Sem chances, sem saídas e amando muito tudo isso

Fui encurralado. Lá num cantinho difícil de sair, também difícil de chegar, de fazer construir. Eram muitos meus cantos, meus ângulos. Fiquei preso num deles exatamente quando pensava estar destruindo essas linhas retas que o formavam. Linhas retas que me formavam. Fiquei ali um tempo me debatendo, fazendo um drama – drama Queen – fazendo uma ceninha básica. Deu certo por um tempo, por um certo tempo, mas é hora de mudar de estratégia: é hora de prescindir de qualquer estratégia. Não tenho mais chances, entre as muitas que tive. Ou deixo ir, laissez faire – laissez passer, let it be, que se foda; ou volto no tempo, insisto num certo erro [pessoa confusa essa que insiste num certo erro]. E meu canto – meu ângulo – virou meu canto – minha música. Canto em qualquer canto, já cantou o Ney. A menor distância entre dois pontos jamais foi uma linha reta. A menor distância entre mim e ele não comporta linhas retas, e a maior distância espero nunca mais haver. Nossa menor distância é medida em palavras, palavras que comportam silêncios, palavras ditas pela metade, palavras sussurradas, palavras incompreensíveis, gemidos. Nossa menor distância é também medida pelo toque, toque de um joelho no outro quando os corpos já se tinham descobertos – só mesmo dois românticos para se excitarem com o toque de um no joelho de outro quando os corpos já assinalavam a falta de qualquer coberta, cobertura, véu. Nossa menor distância é medida pelo toque que desliza na superfície, toque que corre, toque que aperta, toque que afaga, toque que puxa os cabelos, toque que beija: o beijo é um toque. Nossa maior distância, já disse, espero que nunca mais exista; e se existir, que para ela não haja medida.

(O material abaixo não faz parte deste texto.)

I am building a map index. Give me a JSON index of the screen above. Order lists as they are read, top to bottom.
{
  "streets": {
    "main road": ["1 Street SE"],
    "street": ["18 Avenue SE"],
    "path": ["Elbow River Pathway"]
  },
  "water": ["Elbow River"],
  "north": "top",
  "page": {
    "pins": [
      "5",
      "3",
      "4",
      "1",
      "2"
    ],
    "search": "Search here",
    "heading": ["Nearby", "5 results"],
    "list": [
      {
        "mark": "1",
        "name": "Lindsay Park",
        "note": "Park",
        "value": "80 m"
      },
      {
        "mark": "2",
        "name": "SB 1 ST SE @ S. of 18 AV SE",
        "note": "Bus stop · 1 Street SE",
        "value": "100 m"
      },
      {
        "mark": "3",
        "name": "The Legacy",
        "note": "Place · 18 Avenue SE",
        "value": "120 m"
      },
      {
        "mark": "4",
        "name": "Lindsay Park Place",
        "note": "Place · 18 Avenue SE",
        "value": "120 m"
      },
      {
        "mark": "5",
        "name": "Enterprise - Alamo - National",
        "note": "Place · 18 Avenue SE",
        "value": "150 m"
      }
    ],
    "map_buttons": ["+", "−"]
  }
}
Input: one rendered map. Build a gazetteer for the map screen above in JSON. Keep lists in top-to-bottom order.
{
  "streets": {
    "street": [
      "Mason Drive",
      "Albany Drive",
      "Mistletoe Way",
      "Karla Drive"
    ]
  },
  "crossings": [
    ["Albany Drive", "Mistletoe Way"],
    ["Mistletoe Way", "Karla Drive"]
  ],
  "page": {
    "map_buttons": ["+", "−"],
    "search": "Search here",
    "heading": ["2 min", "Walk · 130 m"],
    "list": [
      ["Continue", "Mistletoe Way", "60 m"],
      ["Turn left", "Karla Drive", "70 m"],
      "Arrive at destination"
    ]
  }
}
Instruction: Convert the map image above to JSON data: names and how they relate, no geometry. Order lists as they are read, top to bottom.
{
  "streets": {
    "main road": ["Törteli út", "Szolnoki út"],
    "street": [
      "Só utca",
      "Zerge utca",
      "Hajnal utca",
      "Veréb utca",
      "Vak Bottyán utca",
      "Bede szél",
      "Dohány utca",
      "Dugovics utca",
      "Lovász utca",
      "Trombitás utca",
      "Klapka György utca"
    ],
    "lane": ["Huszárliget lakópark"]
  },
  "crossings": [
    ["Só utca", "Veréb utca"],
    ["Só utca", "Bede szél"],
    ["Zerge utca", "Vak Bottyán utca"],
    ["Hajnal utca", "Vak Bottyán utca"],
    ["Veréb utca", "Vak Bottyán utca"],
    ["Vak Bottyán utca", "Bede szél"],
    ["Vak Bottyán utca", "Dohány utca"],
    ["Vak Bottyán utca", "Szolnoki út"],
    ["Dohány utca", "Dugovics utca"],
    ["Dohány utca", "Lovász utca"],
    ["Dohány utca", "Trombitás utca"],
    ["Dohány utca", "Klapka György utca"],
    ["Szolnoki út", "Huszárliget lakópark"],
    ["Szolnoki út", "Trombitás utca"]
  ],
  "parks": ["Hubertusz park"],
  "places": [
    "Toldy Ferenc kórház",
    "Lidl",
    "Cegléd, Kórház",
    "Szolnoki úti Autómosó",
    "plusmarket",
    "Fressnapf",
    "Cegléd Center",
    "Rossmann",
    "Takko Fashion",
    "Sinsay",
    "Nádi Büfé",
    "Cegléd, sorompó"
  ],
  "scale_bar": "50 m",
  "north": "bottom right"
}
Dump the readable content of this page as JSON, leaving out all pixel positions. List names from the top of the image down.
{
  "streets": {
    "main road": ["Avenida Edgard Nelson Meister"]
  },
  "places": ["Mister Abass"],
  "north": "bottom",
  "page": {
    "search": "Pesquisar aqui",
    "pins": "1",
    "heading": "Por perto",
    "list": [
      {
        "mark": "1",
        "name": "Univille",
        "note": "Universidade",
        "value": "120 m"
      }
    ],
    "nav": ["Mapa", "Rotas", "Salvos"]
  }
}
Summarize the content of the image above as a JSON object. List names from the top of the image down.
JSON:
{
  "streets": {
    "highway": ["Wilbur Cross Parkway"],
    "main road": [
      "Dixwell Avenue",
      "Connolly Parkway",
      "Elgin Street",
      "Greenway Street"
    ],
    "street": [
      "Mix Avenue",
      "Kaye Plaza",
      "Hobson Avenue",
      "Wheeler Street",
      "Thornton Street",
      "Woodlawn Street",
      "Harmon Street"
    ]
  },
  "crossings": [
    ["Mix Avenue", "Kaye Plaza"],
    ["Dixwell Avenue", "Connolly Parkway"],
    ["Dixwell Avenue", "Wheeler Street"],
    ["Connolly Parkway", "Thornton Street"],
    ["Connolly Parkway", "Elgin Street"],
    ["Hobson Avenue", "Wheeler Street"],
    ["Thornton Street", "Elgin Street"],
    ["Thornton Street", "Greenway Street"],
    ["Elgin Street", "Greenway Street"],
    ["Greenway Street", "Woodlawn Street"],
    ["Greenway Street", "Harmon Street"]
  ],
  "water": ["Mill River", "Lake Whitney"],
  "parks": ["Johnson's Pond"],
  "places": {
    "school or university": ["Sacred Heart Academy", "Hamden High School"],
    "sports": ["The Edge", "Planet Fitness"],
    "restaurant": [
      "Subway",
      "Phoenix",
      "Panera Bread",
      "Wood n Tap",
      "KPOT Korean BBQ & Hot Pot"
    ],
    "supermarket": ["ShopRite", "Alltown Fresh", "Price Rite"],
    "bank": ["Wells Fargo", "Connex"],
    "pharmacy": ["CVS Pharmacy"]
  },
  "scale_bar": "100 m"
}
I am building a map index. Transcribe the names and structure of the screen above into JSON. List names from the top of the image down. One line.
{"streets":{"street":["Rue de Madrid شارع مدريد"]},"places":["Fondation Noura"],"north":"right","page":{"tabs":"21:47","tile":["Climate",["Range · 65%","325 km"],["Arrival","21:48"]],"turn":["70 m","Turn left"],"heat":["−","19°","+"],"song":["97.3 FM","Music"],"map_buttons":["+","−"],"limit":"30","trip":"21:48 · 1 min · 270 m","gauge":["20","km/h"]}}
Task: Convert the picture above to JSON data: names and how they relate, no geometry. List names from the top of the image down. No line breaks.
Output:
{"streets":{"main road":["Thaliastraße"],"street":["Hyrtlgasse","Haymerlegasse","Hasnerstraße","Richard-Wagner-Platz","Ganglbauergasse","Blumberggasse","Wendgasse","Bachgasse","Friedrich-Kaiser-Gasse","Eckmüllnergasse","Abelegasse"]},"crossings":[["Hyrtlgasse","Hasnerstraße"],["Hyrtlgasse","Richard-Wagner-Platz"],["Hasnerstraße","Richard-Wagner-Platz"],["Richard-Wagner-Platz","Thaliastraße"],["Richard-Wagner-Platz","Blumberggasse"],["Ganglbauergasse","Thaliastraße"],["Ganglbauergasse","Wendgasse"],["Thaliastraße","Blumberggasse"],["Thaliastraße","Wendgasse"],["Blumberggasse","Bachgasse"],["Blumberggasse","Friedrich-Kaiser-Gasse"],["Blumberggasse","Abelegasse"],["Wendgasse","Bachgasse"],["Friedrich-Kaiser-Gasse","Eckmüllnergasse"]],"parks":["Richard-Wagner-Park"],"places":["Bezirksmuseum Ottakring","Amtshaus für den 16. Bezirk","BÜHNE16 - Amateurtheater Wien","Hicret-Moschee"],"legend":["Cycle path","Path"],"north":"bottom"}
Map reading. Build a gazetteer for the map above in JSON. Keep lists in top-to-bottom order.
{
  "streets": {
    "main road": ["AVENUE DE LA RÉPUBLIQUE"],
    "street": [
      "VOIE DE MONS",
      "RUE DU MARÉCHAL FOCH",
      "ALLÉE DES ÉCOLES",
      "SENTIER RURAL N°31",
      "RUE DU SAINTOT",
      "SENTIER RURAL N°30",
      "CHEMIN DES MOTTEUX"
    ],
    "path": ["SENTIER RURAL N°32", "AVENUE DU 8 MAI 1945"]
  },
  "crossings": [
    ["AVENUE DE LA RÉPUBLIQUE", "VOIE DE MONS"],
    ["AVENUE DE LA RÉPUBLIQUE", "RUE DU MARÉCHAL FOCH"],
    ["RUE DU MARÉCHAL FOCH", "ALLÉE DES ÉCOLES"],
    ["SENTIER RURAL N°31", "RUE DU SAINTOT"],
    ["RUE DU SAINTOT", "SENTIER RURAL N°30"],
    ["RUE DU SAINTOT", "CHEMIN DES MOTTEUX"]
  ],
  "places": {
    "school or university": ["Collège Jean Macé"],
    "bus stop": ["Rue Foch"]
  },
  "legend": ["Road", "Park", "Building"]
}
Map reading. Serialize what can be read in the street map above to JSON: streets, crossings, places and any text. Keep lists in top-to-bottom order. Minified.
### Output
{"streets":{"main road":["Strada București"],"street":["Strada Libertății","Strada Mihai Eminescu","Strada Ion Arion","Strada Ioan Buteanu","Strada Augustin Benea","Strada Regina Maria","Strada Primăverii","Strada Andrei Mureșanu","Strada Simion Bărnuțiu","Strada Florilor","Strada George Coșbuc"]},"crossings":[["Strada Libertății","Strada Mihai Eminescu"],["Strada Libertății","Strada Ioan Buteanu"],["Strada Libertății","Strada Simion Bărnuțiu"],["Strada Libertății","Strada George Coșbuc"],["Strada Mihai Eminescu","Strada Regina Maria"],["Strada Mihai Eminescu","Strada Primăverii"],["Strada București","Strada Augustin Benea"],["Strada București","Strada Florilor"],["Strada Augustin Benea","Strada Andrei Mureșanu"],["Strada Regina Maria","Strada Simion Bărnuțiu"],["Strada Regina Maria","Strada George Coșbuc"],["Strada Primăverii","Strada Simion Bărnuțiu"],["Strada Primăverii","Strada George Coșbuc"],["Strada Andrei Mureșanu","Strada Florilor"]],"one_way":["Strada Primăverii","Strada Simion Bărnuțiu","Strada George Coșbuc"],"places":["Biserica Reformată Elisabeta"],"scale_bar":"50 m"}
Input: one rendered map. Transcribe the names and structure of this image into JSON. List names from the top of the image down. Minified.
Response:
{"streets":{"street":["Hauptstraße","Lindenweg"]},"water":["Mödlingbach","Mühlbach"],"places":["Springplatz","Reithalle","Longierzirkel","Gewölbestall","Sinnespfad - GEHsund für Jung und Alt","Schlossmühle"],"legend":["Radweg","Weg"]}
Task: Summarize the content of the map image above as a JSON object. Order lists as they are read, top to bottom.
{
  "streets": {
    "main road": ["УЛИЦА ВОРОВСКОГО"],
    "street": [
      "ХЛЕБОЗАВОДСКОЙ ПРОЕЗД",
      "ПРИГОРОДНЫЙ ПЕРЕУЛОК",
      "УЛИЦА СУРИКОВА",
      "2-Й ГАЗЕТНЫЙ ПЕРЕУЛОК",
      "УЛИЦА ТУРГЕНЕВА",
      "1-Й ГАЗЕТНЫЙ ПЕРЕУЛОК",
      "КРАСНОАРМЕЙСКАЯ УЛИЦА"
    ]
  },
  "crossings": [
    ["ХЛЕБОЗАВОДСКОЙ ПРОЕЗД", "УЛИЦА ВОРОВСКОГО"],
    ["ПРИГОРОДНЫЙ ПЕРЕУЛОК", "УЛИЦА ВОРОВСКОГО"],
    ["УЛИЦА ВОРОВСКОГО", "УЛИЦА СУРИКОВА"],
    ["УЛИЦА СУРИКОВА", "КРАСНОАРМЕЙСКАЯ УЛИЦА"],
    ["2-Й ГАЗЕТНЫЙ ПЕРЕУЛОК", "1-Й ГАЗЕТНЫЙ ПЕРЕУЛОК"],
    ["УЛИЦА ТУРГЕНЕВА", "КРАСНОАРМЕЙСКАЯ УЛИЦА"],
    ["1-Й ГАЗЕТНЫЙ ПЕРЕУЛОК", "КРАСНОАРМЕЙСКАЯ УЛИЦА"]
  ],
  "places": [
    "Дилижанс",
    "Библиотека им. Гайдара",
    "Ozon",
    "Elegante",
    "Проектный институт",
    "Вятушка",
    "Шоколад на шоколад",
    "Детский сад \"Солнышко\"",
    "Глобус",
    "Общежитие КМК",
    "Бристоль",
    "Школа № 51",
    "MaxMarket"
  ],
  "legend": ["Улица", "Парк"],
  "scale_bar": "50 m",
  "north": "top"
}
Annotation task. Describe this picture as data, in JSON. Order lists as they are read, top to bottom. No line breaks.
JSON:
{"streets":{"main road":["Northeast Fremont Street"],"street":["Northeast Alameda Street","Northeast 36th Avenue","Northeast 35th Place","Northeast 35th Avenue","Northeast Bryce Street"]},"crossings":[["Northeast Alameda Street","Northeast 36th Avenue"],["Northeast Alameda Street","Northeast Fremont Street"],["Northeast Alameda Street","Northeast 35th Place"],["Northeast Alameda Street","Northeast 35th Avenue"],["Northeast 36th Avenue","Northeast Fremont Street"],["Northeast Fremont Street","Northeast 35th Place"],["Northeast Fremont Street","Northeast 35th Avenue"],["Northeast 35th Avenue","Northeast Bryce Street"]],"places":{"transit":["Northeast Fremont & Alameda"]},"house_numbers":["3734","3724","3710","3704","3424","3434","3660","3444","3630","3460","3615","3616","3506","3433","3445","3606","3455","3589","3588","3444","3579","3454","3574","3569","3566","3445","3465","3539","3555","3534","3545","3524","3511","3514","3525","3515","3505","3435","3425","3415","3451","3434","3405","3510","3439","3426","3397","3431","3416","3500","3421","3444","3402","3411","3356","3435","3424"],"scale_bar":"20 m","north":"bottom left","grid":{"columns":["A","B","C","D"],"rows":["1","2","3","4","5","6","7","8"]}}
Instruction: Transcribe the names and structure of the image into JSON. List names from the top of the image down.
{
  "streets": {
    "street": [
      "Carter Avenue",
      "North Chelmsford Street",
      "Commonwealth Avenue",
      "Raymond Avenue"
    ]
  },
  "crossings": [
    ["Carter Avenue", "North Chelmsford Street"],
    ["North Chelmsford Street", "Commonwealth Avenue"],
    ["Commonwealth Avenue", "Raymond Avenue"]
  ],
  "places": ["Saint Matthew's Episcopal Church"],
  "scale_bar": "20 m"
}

Não tenho escrito muito por aqui, para ti, porque ando escrevendo de outras formas e para outros leitores. Às vezes nem escrevo mesmo, só durmo ou lavo roupas. Há coisas assim, poucas e pequenas, miúdas, que precisam ser feitas: aspirar o carpete, cortar o cabelo. Tenho perdido muito cabelo, mas de fato meus fios cresceram muito nos últimos meses. Tenho feito outras coisas, para outras pessoas. Tenho perdido o contato com alguns amigos, fabricando defeitos neles, me magoando e me consolando “todos tem seus poréns”, e de fato me chateio com o descaso alheio. Decidi adotar a lei de talião em relação a alguns, pedagogia do choque. Com outros, preferi aplicar a lei surda, pedagogia do silêncio. Não nego que sinto prazer em fazer alguns sofrer, me vingo e gosto de me vingar, mas gostaria de não ter que fazer isso. Tenho recobrado o contato com alguns que há muito não via. Rigorosamente iguais: mesmas piadas, mesmas expressões colocadas na mesma ordem em todas as frases que versam do modo exato sobre os mesmos assuntos há quase uma década. Dinheiro, mesada, sexo, aula, festinhas, shows, beijos e internet. Não quero dizer que assuntos de “adultos” falem de outras temáticas, às vezes sim, mas pelo menos são assuntos tratados de outros modos. Dinheiro não significa sempre mesada, apesar de continuar sendo importante; sexo e festinhas não subentendem sempre aulas e internet, apesar de eventualmente estarem correlacionados. Cortar em lâminas as superfícies disso que vivemos, ou não. E assim a gente vai bifurcando os caminhos, desencontrando de uns e misturando-se a outros.